6.  El final de esta encuesta



     Aunque mi insistencia fue premiada con la autorización de cinco de los implicados para que publicase este curioso suceso, la venia no fue sin condiciones. Además de las usuales, de alterar nombres, trabajos y localizaciones, hube de someterme a la exigencia de no revelar el motivo que explicaba mi conocimiento de lo acaecido. Ya comprenderán ustedes que algo tendrá ello que ver con el secreto profesional.



     A cambio de tantas limitaciones, obtuve el permiso de recoger como final del relato el destino o situación de sus personajes, una vez volvieron a la normalidad sus vidas respectivas. Tal vez, se lleven alguna sorpresa con este epílogo:



·         Tía Teresa enviudó poco después y falleció el año pasado, en situación de ruptura total con su familia de sangre. Fue César quien, por encargo de la finada, dispuso lo relativo al sepelio y ejerció como albacea de su herencia.

·         Alicia sacó adelante a sus hijos y superó su traumático divorcio. Actualmente ejerce como catedrática de la Universidad de Panamá (Centro Regional de Colón) y ha alcanzado notable predicamento como escritora. No ha vuelto a casarse.

·         Iván Aurelio trasladó su consulta a Ciudad de Panamá, donde ejerce la medicina hospitalaria. Contrajo nuevas nupcias hace siete años y es padre de una parejita, fruto de este segundo matrimonio.

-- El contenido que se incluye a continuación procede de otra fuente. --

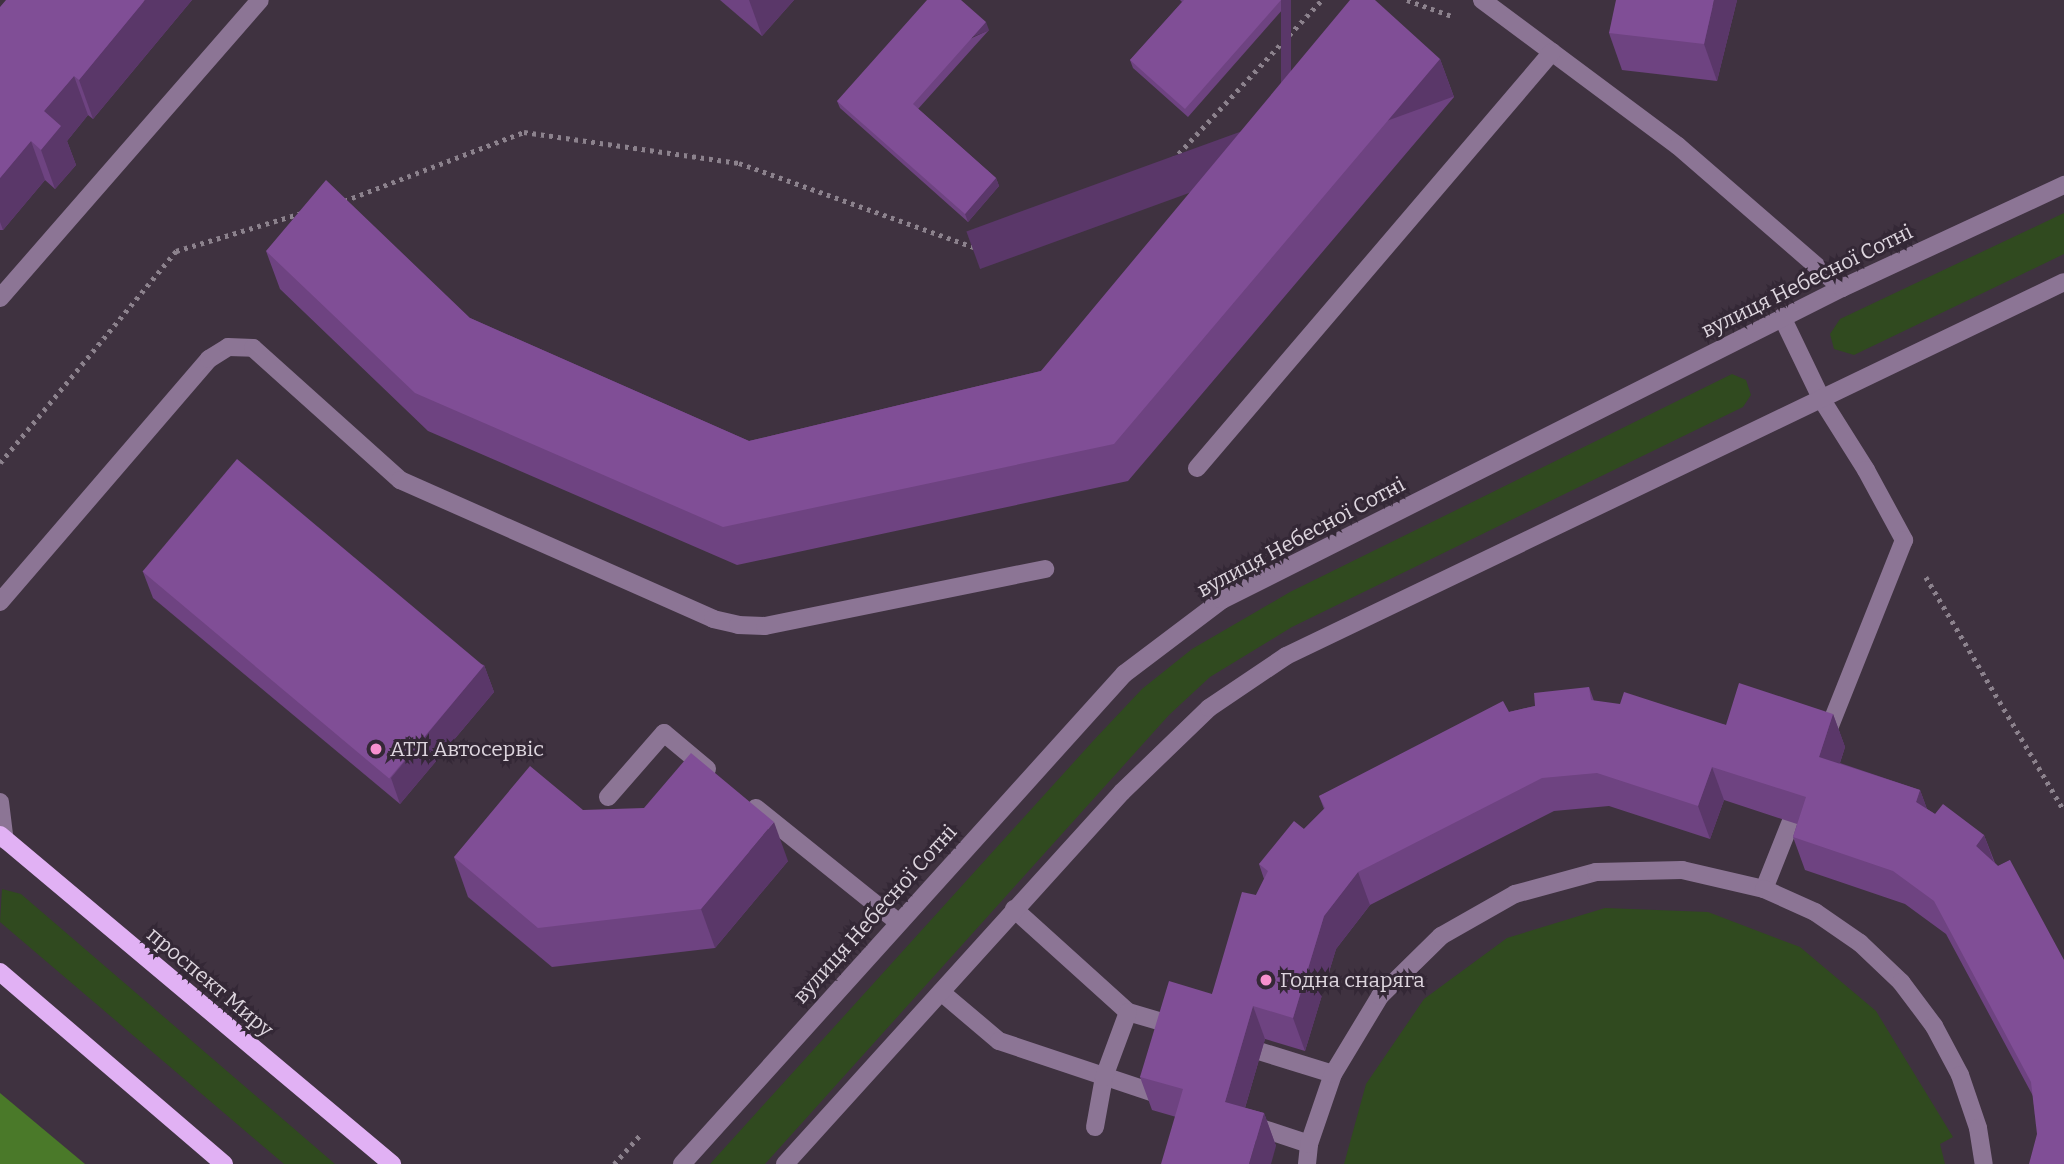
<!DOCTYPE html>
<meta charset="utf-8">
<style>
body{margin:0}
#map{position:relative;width:2064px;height:1164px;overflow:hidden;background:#3f3240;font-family:Bitter,serif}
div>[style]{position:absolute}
.green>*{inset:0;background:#304a1f}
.forest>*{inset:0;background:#4a7929}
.path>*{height:4.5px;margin-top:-2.25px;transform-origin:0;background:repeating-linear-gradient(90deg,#8c828d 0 3.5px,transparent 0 8.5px)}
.minor>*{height:18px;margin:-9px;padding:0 9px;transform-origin:9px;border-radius:9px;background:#8c7595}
.major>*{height:18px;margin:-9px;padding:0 9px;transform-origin:9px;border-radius:9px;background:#e1b1f4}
.wall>*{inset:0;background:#6e4381}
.shaded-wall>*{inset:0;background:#5a3769;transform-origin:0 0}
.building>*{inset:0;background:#804e96;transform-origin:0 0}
.dots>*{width:19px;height:19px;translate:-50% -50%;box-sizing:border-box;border:4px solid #342836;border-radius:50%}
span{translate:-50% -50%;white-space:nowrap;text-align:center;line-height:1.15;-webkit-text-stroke:6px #342836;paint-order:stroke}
.street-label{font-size:21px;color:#ddd5de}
.poi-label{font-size:21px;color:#ddd5de}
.left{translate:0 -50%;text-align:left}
</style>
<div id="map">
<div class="green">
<i style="clip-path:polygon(2064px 213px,2064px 254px,1854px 355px,1834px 349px,1830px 334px,1840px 319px)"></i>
<i style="clip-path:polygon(1732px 374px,1746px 380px,1751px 395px,1743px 407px,1292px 627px,1210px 677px,1169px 715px,765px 1164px,710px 1164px,1093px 741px,1142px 689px,1192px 649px,1290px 592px)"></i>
<i style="clip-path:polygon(2px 889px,21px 894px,335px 1164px,284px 1164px,0 922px)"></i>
<i style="clip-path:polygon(1605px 908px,1708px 912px,1800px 947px,1876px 1011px,1953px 1137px,1940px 1144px,1945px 1164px,1344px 1164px,1366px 1084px,1424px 999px,1507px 938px)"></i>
</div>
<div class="forest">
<i style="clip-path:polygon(0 1093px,85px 1164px,0 1164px)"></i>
</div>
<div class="path">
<i style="left:1407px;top:0;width:48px;rotate:19.6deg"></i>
<i style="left:344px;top:201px;width:193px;rotate:-21deg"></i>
<i style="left:524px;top:132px;width:217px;rotate:8.2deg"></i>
<i style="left:739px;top:163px;width:279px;rotate:19.7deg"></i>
<i style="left:1002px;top:257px;width:188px;rotate:-28.9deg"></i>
<i style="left:1167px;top:166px;width:227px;rotate:-47deg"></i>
<i style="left:0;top:463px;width:276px;rotate:-50.3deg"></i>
<i style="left:176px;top:251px;width:132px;rotate:-16.8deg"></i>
<i style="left:1926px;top:577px;width:271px;rotate:59.4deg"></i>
<i style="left:614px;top:1164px;width:39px;rotate:-48deg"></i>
</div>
<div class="minor">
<i style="left:1482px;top:0;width:244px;rotate:36.7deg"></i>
<i style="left:1678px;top:146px;width:217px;rotate:40.9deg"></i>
<i style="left:0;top:298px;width:395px;rotate:-48.9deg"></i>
<i style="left:1782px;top:317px;width:92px;rotate:64.3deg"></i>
<i style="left:1822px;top:400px;width:83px;rotate:57.8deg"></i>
<i style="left:1866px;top:470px;width:80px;rotate:61.5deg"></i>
<i style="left:1904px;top:540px;width:211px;rotate:111.7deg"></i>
<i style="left:1197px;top:468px;width:547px;rotate:-49.52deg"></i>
<i style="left:0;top:602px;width:321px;rotate:-49.3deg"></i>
<i style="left:209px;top:359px;width:22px;rotate:-32deg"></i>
<i style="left:228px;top:347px;width:25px;rotate:2deg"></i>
<i style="left:253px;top:348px;width:198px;rotate:41.9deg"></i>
<i style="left:400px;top:480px;width:342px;rotate:23.9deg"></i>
<i style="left:713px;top:619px;width:26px;rotate:13deg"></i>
<i style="left:738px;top:625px;width:27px;rotate:2deg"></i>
<i style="left:765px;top:626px;width:286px;rotate:-11.5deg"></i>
<i style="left:608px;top:797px;width:85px;rotate:-48.8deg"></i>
<i style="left:664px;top:733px;width:56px;rotate:39.9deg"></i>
<i style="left:0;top:802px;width:38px;rotate:83deg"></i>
<i style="left:756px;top:808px;width:182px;rotate:38.8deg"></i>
<i style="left:1764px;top:889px;width:95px;rotate:-68.3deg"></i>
<i style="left:1014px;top:909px;width:154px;rotate:42.1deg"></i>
<i style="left:1128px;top:1012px;width:53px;rotate:16.4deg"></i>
<i style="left:941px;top:992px;width:76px;rotate:40.2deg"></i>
<i style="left:999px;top:1041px;width:176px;rotate:18.5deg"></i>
<i style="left:1239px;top:1045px;width:98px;rotate:17.1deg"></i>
<i style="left:1249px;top:1124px;width:63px;rotate:18.4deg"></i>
<i style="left:1095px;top:1127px;width:51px;rotate:-79.8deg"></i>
<i style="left:1104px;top:1077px;width:69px;rotate:-69.7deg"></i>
<i style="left:682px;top:1164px;width:660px;rotate:-47.95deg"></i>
<i style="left:1124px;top:674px;width:123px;rotate:-37.1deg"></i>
<i style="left:1222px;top:600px;width:694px;rotate:-26.71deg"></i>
<i style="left:1842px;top:288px;width:245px;rotate:-24.9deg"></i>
<i style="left:785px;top:1164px;width:502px;rotate:-47.83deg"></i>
<i style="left:1122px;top:792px;width:121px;rotate:-44deg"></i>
<i style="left:1209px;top:708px;width:93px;rotate:-34deg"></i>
<i style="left:1286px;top:656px;width:863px;rotate:-25.67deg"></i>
<i style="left:1307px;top:1164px;width:20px;rotate:-84deg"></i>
<i style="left:1309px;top:1144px;width:74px;rotate:-71.1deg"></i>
<i style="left:1333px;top:1074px;width:91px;rotate:-58.9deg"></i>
<i style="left:1380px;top:996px;width:86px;rotate:-44.5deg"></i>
<i style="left:1441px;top:936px;width:85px;rotate:-29.6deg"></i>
<i style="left:1515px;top:894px;width:84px;rotate:-15.2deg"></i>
<i style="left:1596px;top:872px;width:86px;rotate:-1.3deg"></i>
<i style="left:1682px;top:870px;width:84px;rotate:13deg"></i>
<i style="left:1764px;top:889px;width:56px;rotate:24.3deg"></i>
<i style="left:1815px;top:912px;width:55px;rotate:34.6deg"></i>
<i style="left:1860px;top:943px;width:57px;rotate:43.6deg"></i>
<i style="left:1901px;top:982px;width:55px;rotate:53.1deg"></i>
<i style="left:1934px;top:1026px;width:55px;rotate:62deg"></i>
<i style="left:1960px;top:1075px;width:56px;rotate:71.2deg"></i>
<i style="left:1978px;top:1128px;width:36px;rotate:81deg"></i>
</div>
<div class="major">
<i style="left:0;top:835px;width:512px;rotate:40.01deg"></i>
<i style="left:0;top:972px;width:295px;rotate:40.6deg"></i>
</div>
<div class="wall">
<i style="clip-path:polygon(192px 0,93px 119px,88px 115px,67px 141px,76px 165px,55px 189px,45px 180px,3px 230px,0 230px,0 7px)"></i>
<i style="clip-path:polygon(720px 0,794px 0,762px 36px)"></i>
<i style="clip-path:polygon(1180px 0,1291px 0,1188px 117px,1133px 68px,1130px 60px,1182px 2px)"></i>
<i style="clip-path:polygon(1737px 0,1717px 81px,1622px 70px,1609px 33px)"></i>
<i style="clip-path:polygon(989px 30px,918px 109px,996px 178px,999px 186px,968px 222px,840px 108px,837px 101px)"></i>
<i style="clip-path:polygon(1440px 59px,1454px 97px,1128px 481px,737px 565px,428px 431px,280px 289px,266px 251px,470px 318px,749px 441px,1041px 371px)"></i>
<i style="clip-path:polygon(143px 572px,484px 665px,494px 692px,400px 804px,153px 598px)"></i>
<i style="clip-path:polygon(1589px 687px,1594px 701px,1726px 725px,1833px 714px,1845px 747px,1840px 763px,1920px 790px,1927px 809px,1935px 814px,1984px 835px,1995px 863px,1998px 866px,2010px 860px,2037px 1134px,2033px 1096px,1946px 934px,1905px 904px,1805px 870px,1793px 837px,1797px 824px,1724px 800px,1710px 839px,1609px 806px,1554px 811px,1370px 905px,1336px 949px,1305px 1051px,1265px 1039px,1245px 1108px,1264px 1113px,1276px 1146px,1152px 1110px,1140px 1077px,1212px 994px,1256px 895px,1264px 879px,1259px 864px,1304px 829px,1324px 809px,1319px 796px,1509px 712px,1535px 706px)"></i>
<i style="clip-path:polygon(583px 810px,788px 861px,715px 948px,552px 967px,468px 897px,454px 857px)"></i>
</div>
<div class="shaded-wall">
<i style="clip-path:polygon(145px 0,192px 0,93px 119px,79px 80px)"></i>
<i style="clip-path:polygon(749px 0,794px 0,762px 36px)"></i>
<i style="left:1281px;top:0;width:10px;height:145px"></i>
<i style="clip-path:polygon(1714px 0,1737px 0,1717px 81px,1704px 44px)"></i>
<i style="left:986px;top:22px;width:9px;height:110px;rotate:69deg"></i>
<i style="left:1440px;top:59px;width:40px;height:504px;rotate:70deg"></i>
<i style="clip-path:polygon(74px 76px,88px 115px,67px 141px,76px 165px,55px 189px,41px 150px,44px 111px)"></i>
<i style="clip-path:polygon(31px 141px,45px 180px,3px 230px,0 222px,0 178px)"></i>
<i style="clip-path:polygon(996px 178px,999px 186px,968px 222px,965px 214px)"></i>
<i style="clip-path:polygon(484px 665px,494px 692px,400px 804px,391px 778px)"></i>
<i style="clip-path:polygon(1833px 714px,1845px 747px,1831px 790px,1819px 757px)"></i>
<i style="clip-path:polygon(1712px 767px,1724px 800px,1710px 839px,1698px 806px)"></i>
<i style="clip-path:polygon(1920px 790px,1932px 823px,1916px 802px)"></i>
<i style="clip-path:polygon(774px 822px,788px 861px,715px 948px,701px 909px)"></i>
<i style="clip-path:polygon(1984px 835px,1996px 868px,1976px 846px)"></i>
<i style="clip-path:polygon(1358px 872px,1370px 905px,1336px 949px,1305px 1051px,1293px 1018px,1324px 916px)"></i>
<i style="clip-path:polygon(1253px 1006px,1265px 1039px,1237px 1135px,1225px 1102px)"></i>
<i style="clip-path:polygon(1264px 1113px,1276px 1146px,1271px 1164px,1249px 1164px)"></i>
</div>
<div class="building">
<i style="clip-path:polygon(6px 0,145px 0,79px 80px,74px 76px,44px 111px,61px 126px,41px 150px,31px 141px,0 178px,0 7px)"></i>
<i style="clip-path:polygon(927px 0,961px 0,986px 22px,913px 104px,996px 178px,965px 214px,837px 101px)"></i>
<i style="clip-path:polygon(1184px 0,1281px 0,1185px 109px,1130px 60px)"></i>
<i style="clip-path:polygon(1350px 0,1375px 0,1440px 59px,1114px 444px,723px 527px,415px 393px,266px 251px,326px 180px,470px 318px,749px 441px,1041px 371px)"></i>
<i style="clip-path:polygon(1616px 0,1714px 0,1704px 44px,1609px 33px)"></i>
<i style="left:237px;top:459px;width:322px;height:147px;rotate:40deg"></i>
<i style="clip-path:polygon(1739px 683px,1833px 714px,1819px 757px,1920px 790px,1916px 802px,1935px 814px,1943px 804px,1984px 835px,1976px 846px,1998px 866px,2010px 860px,2064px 960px,2064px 1164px,2029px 1164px,2037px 1134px,2031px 1082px,1934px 901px,1893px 871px,1793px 837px,1806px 797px,1712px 767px,1698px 806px,1597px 773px,1542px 778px,1358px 872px,1324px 916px,1293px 1018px,1253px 1006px,1225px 1102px,1264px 1113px,1249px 1164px,1161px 1164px,1183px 1089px,1140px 1077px,1169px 981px,1212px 994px,1242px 892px,1256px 895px,1268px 871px,1259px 864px,1294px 821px,1304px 829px,1325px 808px,1319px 796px,1503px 701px,1509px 712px,1535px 706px,1534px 693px,1589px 687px,1591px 700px,1620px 704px,1624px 692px,1726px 725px)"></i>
<i style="clip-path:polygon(691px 753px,774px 822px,701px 909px,538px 928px,454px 857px,530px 766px,583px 810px,644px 808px)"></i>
</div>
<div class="dots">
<i style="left:376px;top:749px;background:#f790ce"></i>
<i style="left:1266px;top:980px;background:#f790ce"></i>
</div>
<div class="street-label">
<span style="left:1807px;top:281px;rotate:-26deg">вулиця Небесної Сотні</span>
<span style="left:1301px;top:537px;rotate:-28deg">вулиця Небесної Сотні</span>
<span style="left:875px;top:914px;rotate:-48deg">вулиця Небесної Сотні</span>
<span style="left:210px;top:982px;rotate:40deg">проспект Миру</span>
</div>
<div class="poi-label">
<span class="left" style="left:390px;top:749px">АТЛ Автосервіс</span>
<span class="left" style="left:1280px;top:980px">Годна снаряга</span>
</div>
</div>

·         Carolina y César contrajeron matrimonio, va para cinco años, al retirarse ella del servicio activo en la Magistratura panameña. Actualmente viven en Bilbao, donde él funge de abogado con notable éxito.







    







    



      



[1]  Referencias casi literales al aria, que canta don Basilio en el primer acto de esa famosísima ópera, en la versión de Gioacchino Rossini (1816).
[2]  Con toda la cautela del mundo, no puedo menos que corregir a mi amigo César, dado que sin ello pueden no explicarse algunos aspectos de su soltería y de su fácil aproximación a una mujer madre de dos hijos, como Alicia. Aludo a su diagnosticada esterilidad, al parecer, causada por unas virulentas paperas en su adolescencia.
[3]  Como ven, he respetado la acerba crítica que me ha hecho Alicia, cuya afinidad profesional me honra, ya que ella es una notable escritora. De modo que, como quien dice, me da una de cal y otra de arena.
[4] Alusión a una pistola de la empresa americana, FMK Firearms, cuyas instalaciones principales radican en el Estado de California.
[5]  El nombre hace alusión seguramente a la flor nacional de Panamá, la orquídea Peristeria elata, o flor del Espíritu Santo.